* Exercise goal *
After going through the data, give the number of lines that contain the word "cdcdcd" as your sole answer.

════════════════

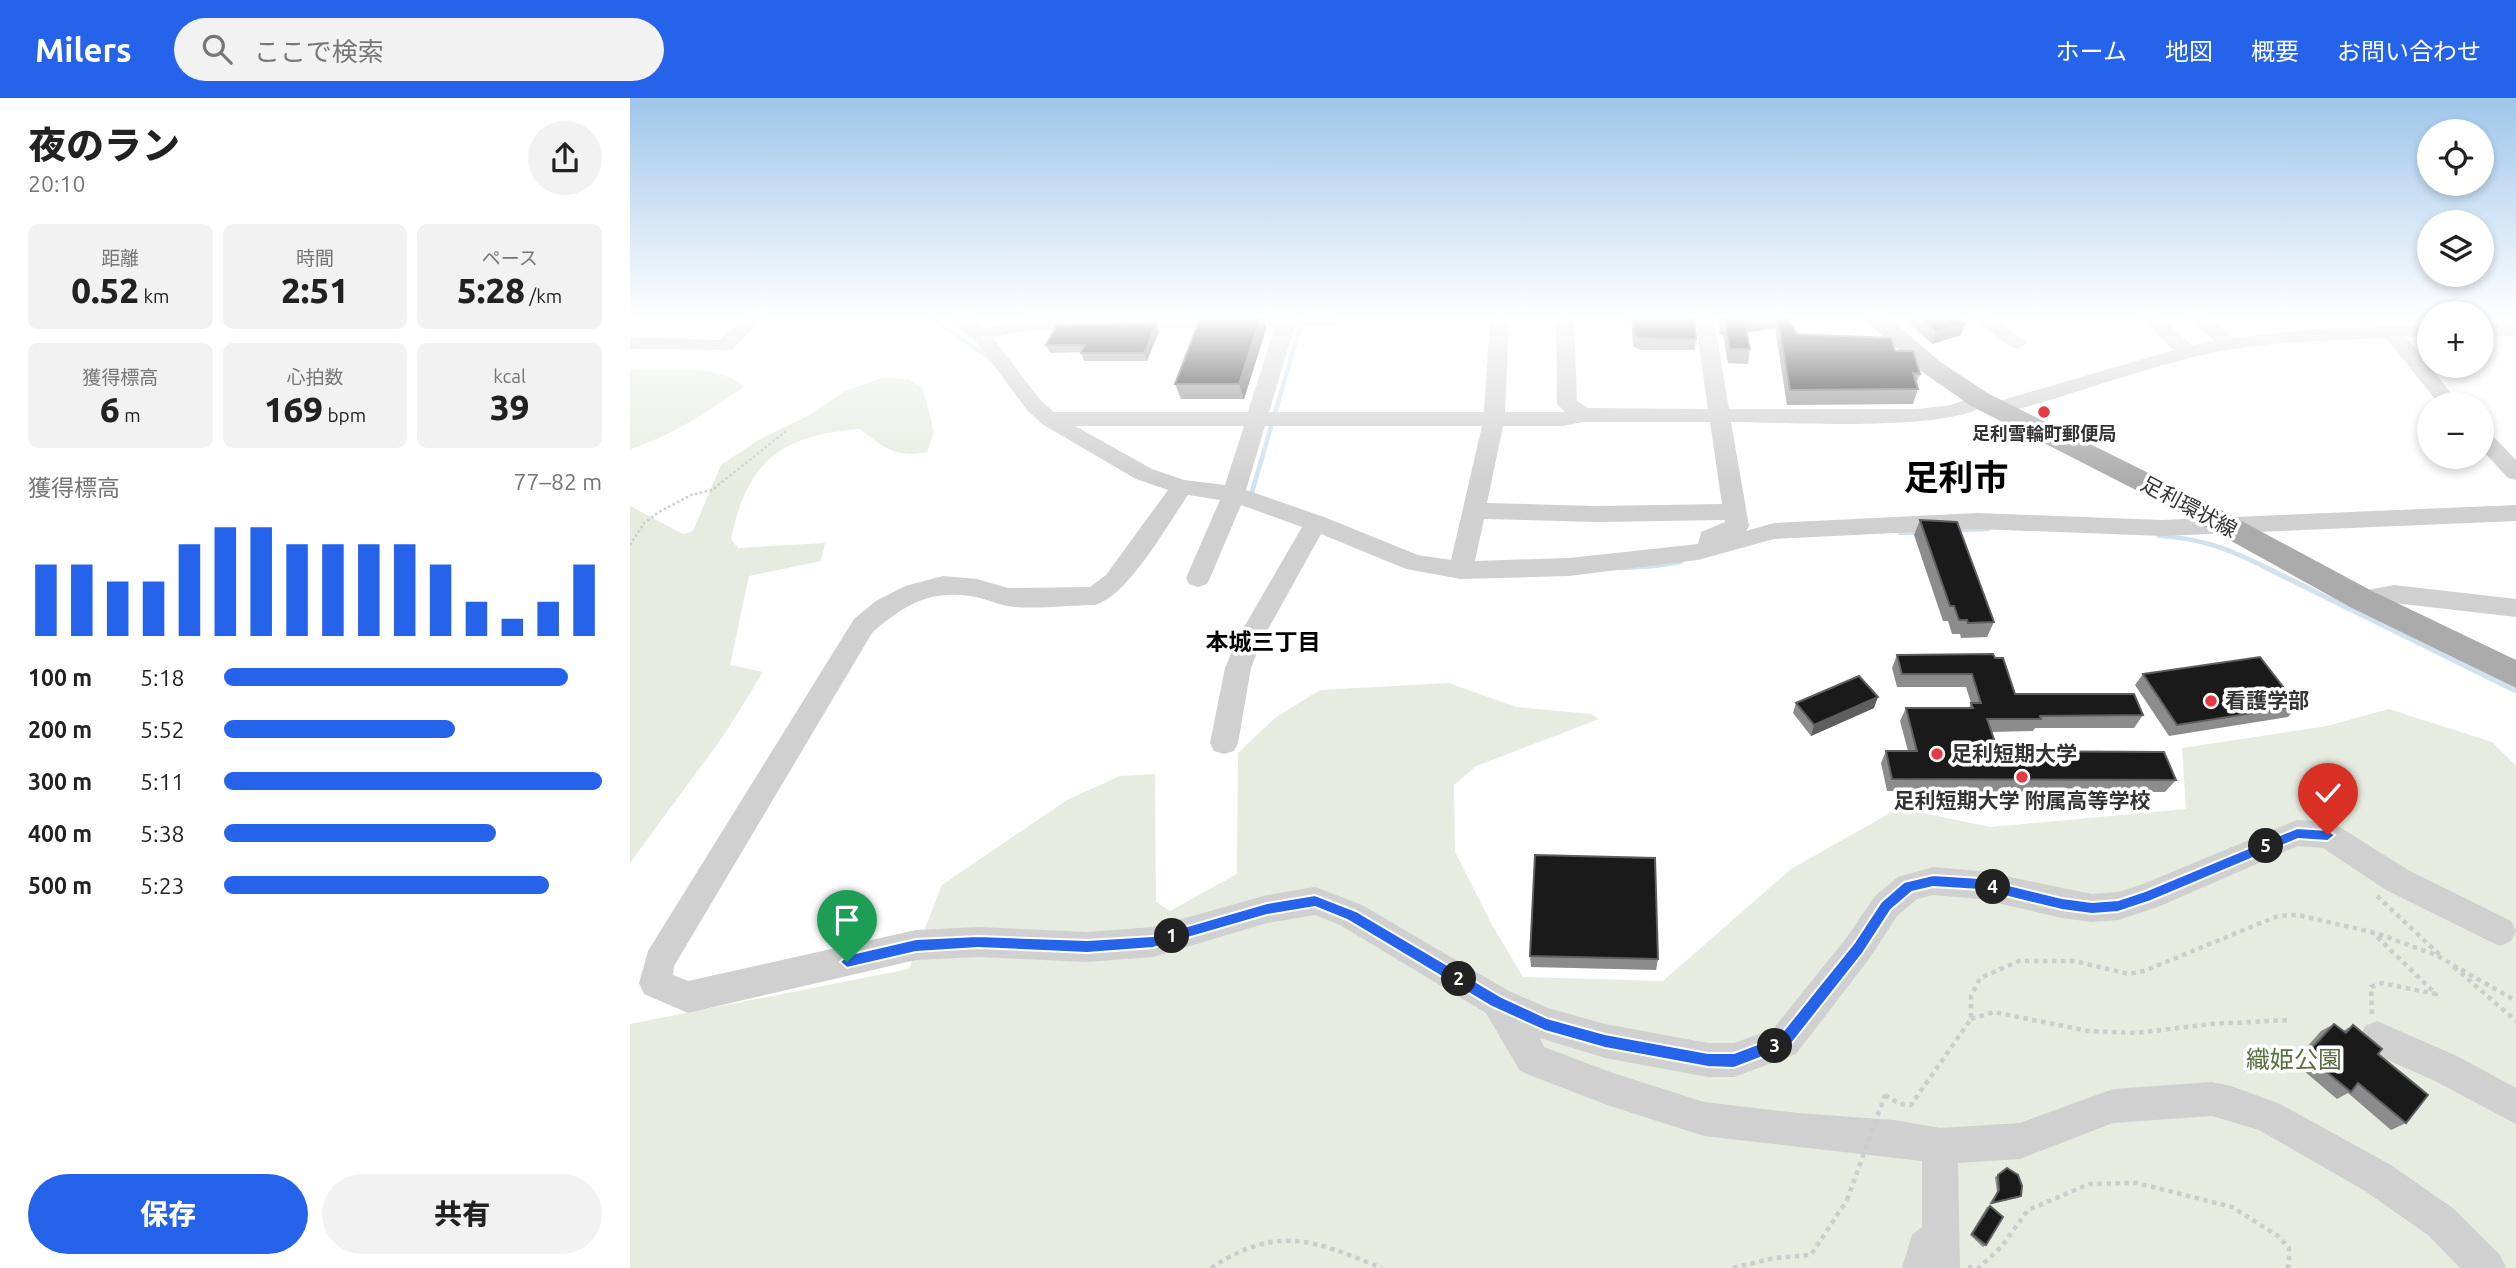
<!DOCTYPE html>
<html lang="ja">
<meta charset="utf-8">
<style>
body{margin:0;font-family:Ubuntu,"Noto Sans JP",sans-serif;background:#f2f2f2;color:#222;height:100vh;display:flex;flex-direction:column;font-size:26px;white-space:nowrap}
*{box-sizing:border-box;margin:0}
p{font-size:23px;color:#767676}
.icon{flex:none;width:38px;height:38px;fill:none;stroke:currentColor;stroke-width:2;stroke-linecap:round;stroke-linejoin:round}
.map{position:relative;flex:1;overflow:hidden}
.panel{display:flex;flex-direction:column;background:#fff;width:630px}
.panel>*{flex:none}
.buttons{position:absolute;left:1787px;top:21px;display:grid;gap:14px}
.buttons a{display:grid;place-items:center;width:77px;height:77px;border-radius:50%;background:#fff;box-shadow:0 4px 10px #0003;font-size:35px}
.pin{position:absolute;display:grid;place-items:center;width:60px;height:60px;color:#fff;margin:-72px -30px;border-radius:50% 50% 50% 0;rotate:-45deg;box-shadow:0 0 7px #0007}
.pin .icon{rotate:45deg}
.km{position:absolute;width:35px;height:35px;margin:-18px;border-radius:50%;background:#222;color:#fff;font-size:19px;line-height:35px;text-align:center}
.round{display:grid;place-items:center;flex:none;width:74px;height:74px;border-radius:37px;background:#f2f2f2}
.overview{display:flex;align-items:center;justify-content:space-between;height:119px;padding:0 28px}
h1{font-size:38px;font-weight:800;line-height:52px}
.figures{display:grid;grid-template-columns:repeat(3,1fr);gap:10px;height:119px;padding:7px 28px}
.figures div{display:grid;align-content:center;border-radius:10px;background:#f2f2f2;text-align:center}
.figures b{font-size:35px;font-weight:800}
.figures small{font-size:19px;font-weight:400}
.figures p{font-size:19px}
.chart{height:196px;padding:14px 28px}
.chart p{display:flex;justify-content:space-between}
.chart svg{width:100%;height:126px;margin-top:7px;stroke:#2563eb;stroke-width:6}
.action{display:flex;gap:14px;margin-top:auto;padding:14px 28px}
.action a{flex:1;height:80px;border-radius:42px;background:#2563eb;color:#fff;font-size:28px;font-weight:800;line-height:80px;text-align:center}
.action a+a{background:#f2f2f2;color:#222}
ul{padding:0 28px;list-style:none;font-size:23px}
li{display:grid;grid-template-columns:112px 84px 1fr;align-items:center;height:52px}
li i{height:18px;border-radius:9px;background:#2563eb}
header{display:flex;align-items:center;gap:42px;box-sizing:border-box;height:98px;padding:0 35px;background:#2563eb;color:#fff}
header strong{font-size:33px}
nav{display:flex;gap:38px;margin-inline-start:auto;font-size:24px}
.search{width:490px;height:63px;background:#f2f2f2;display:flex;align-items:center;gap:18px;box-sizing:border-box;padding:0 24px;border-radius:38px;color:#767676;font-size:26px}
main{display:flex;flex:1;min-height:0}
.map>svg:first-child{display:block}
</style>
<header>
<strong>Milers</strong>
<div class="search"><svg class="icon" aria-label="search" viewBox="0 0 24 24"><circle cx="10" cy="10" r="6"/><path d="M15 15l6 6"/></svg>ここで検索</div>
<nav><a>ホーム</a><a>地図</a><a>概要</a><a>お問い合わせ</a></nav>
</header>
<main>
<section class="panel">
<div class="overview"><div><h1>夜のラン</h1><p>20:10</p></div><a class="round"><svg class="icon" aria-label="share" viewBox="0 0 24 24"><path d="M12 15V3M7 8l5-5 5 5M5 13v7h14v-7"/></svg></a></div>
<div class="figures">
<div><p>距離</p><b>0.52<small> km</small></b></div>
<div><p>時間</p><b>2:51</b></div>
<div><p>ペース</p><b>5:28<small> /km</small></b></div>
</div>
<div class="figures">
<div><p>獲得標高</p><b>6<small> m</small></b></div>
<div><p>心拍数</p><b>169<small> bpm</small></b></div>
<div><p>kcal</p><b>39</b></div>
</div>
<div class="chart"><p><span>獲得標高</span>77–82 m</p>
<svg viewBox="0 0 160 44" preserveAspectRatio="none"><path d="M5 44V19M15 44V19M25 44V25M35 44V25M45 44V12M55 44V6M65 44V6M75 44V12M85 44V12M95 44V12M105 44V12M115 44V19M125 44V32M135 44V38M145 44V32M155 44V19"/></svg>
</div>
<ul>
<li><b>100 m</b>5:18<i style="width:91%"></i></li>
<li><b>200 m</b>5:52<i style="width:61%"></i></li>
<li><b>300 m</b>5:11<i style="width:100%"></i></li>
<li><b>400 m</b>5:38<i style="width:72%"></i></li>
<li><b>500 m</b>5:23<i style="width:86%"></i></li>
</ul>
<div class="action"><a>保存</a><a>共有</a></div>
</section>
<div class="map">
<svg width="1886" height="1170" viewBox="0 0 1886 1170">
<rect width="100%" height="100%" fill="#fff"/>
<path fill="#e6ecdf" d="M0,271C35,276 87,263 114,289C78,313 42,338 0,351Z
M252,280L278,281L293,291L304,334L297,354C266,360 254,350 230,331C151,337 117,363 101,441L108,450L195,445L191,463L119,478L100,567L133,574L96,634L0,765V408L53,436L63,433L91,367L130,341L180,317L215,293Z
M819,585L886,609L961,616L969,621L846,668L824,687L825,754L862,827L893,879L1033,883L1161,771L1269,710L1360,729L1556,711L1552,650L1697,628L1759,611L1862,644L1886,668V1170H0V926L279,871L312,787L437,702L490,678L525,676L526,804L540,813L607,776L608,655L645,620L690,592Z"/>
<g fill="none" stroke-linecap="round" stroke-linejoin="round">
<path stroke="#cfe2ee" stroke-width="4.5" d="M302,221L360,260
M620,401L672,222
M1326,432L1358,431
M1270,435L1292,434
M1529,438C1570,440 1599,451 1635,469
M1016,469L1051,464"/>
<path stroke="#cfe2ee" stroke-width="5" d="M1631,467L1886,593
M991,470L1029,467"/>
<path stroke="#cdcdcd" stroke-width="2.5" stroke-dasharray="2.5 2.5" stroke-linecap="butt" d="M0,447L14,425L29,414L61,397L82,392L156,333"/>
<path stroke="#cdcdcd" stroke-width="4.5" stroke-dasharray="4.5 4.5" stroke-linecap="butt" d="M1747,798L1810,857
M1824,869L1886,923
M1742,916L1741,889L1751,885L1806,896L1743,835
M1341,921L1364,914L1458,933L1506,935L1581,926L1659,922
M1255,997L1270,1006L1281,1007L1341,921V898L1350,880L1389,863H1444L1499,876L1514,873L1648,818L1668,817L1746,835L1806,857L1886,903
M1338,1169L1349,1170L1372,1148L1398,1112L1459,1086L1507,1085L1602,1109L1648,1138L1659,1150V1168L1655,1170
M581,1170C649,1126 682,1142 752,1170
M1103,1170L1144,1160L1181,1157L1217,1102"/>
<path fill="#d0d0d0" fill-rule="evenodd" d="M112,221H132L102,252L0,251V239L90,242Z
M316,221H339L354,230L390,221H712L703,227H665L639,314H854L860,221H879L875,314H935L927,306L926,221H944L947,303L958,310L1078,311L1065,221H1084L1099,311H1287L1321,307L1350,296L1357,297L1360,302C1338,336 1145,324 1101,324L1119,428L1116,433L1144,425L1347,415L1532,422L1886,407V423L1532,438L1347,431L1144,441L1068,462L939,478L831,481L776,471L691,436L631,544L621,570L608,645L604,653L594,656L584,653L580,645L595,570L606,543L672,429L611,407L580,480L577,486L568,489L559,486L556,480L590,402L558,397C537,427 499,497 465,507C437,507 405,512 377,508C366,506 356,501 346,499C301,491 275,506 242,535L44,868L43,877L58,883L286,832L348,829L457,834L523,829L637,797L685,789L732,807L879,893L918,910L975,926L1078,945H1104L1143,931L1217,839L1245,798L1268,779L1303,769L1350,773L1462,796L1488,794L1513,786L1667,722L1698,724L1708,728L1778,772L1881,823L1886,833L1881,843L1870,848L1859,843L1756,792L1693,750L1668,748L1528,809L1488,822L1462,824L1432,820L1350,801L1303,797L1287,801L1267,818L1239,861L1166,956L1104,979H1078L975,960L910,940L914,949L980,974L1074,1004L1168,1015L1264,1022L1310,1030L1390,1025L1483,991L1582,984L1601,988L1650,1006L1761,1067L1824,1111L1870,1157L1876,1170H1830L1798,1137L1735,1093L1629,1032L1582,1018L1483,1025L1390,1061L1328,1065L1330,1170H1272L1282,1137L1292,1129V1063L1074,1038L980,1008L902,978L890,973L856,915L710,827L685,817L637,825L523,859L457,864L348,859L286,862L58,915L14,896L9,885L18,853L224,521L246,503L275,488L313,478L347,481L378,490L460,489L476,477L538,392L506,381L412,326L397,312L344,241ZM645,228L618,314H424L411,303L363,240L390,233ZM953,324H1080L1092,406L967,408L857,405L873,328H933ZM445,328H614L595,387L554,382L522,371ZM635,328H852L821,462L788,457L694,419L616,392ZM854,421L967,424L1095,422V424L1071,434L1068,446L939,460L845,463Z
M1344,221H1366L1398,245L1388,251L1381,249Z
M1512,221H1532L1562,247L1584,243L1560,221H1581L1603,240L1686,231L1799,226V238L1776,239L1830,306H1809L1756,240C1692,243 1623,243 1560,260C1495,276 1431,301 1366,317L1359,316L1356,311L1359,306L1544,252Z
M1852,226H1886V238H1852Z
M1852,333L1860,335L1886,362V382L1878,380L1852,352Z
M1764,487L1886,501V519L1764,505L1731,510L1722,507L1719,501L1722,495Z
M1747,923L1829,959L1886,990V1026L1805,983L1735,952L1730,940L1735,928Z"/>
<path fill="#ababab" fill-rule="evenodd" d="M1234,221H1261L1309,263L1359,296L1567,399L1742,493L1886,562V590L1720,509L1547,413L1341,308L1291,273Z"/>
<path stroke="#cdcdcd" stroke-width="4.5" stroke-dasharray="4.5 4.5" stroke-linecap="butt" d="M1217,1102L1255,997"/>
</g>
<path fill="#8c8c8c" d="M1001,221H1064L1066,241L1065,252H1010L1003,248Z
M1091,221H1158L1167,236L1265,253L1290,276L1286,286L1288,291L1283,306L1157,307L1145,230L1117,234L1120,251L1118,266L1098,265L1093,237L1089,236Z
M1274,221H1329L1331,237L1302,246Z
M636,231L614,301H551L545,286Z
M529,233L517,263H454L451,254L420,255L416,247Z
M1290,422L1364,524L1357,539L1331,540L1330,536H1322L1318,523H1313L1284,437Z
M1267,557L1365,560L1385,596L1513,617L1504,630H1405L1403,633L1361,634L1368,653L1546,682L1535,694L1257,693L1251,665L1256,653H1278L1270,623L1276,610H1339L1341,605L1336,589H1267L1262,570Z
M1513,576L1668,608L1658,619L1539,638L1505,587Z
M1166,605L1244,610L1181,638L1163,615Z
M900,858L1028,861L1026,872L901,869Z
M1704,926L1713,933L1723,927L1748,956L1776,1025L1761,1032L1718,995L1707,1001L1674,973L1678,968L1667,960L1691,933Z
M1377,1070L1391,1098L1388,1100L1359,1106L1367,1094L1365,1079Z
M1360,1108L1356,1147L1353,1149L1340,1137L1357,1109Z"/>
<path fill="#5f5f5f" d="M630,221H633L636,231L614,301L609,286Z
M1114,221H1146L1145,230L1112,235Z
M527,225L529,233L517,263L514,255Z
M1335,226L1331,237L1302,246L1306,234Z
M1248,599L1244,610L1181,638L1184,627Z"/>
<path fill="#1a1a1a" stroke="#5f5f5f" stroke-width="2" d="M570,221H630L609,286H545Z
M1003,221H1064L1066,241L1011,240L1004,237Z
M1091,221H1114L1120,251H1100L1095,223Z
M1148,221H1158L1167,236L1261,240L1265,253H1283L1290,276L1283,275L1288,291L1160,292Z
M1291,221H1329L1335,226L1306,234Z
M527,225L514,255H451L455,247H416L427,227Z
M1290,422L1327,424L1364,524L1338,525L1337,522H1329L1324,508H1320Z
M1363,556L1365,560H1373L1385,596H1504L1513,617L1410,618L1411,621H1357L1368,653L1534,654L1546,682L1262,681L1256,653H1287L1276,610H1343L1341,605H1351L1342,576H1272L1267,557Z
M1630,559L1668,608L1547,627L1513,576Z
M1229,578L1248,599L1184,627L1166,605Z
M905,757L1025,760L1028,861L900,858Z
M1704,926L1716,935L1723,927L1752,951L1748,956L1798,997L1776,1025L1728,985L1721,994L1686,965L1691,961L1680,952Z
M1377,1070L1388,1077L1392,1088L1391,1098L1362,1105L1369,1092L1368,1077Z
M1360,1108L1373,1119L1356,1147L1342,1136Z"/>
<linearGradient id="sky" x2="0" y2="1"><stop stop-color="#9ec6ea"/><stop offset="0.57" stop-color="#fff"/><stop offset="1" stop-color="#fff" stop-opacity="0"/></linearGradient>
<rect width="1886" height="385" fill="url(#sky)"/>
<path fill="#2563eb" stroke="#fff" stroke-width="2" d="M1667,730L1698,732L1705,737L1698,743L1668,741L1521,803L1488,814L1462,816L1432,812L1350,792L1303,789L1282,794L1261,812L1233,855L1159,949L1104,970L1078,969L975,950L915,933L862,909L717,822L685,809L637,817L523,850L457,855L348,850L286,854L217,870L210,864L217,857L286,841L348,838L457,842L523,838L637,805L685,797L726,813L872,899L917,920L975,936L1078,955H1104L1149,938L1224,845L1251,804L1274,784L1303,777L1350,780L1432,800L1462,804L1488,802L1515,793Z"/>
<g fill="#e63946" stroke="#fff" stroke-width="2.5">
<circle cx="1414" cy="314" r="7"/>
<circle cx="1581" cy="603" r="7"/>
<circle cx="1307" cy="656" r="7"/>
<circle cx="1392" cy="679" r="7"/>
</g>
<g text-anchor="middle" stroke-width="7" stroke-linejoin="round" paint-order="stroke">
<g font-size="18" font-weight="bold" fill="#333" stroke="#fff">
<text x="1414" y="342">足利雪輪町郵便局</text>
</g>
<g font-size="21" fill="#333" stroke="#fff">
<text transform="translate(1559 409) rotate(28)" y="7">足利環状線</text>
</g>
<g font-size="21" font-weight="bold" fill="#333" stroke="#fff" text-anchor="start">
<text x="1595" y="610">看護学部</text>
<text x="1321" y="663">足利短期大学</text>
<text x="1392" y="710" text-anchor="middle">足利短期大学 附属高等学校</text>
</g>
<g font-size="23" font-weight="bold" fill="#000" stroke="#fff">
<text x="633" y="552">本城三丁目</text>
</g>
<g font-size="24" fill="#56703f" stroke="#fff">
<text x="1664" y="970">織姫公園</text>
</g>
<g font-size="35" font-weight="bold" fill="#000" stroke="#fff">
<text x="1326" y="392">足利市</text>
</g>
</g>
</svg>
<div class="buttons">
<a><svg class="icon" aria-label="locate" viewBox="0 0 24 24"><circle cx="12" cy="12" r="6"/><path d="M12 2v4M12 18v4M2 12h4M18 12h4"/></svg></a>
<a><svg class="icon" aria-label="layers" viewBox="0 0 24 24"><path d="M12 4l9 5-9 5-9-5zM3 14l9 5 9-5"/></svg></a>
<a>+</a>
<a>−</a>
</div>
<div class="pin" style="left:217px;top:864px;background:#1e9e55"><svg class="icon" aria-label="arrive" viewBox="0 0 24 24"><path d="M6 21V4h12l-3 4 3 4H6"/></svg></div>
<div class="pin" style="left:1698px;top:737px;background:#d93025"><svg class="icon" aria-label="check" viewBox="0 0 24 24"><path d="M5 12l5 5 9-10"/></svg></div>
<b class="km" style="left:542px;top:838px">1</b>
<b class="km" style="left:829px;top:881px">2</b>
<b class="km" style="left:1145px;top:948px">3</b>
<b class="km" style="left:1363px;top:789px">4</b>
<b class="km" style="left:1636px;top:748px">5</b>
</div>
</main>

════════════════

* Expected answer *
3